Overview
The Department for International Development (DFID) and the Engineering and Physical Sciences Research Council (EPSRC) will invest up to £10 million in innovation projects. These must encourage technology that will help countries in Sub-Saharan Africa and South Asia access secure, low cost and low carbon energy.
Scope
The Energy Catalyst is open to any energy technology from any sector. However, to be in scope for round 6 your project must successfully consider the following 3 areas:
Your proposal must tackle all 3 areas of the energy ‘trilemma’ which are:
- clean
- affordable
- security of supply and energy access
Your project could focus on, for example:
- demonstrating that a technology works in Sub-Saharan Africa or South Asia
- making new solutions more affordable
- integrating technologies in new systems or business models to help unlock finance and deployment
- developing technologies or business models that address other barriers to deployment, such as skills required to develop or maintain technologies
- unlocking underserved market segments that existing solutions are not reaching at scale, such as rural areas, frontier markets or specific energy end-users
- bio-energy
Your project must address the needs of one or more of the following countries:
- East Africa: Ethiopia, Kenya, Tanzania, Rwanda, Uganda
- West Africa: Ghana, Nigeria
- Southern Africa: Mozambique, South Africa, Zambia
Projects must be transformative with potential to scale.

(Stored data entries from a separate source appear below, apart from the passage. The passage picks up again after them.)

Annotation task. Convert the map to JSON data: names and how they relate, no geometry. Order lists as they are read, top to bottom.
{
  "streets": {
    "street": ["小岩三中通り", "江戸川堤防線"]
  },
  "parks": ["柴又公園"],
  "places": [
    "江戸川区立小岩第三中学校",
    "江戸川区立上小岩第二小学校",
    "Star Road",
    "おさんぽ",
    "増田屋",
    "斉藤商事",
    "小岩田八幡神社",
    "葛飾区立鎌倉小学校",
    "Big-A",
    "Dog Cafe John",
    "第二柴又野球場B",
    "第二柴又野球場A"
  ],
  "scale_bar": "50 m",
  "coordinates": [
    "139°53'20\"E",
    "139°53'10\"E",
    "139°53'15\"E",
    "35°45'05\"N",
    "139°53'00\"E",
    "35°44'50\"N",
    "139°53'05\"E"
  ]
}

Your project must align with the TEA programme’s priorities.
Eligibility
To be eligible for funding for any strand you must:
- be a business, academic organisation, charity, public sector organisation or research and technology organisation (RTO)
- apply as part of a collaboration with a UK organisation if you are based in Sub-Saharan Africa or South Asia
- intend to exploit the results to help deliver clean energy access in Sub-Saharan Africa or South Asia
- involve at least one micro, small or medium-sized enterprise (SME)
Organisations can apply from anywhere in the world.
Projects must start by 1 April 2019 and end by 30 Sept 2021.
Funding Costs
- Early stage projects can have total costs of £50,000 to £300,000 and last 6 to 12 months.
- Mid stage: £50,000 to £1.5 million, 12 to 24 months.
- Late stage: £50,000 to £3 million, 12 to 30 months.
For feasibility studies and industrial research projects, you could get funding for your eligible project costs of:
- up to 70% if you are a small business
- up to 60% if you are a medium-sized business
- up to 50% if you are a large business
For experimental development projects which are nearer to market, you could get funding for your eligible project costs of:
- up to 45% if you are a small business
- up to 35% if you are a medium-sized business
- up to 25% if you are a large business
Exclusions
Projects that address the following will not be funded:
- innovations unlikely to contribute significantly to energy affordability, security and reduced carbon emissions
- innovations that do not improve energy access in either Sub-Saharan Africa or South Asia
- projects that do not address all areas of the energy ‘trilemma’: cost, emissions and security of supply
- projects that do not take into account and plan to manage gender equality and social inclusion issues.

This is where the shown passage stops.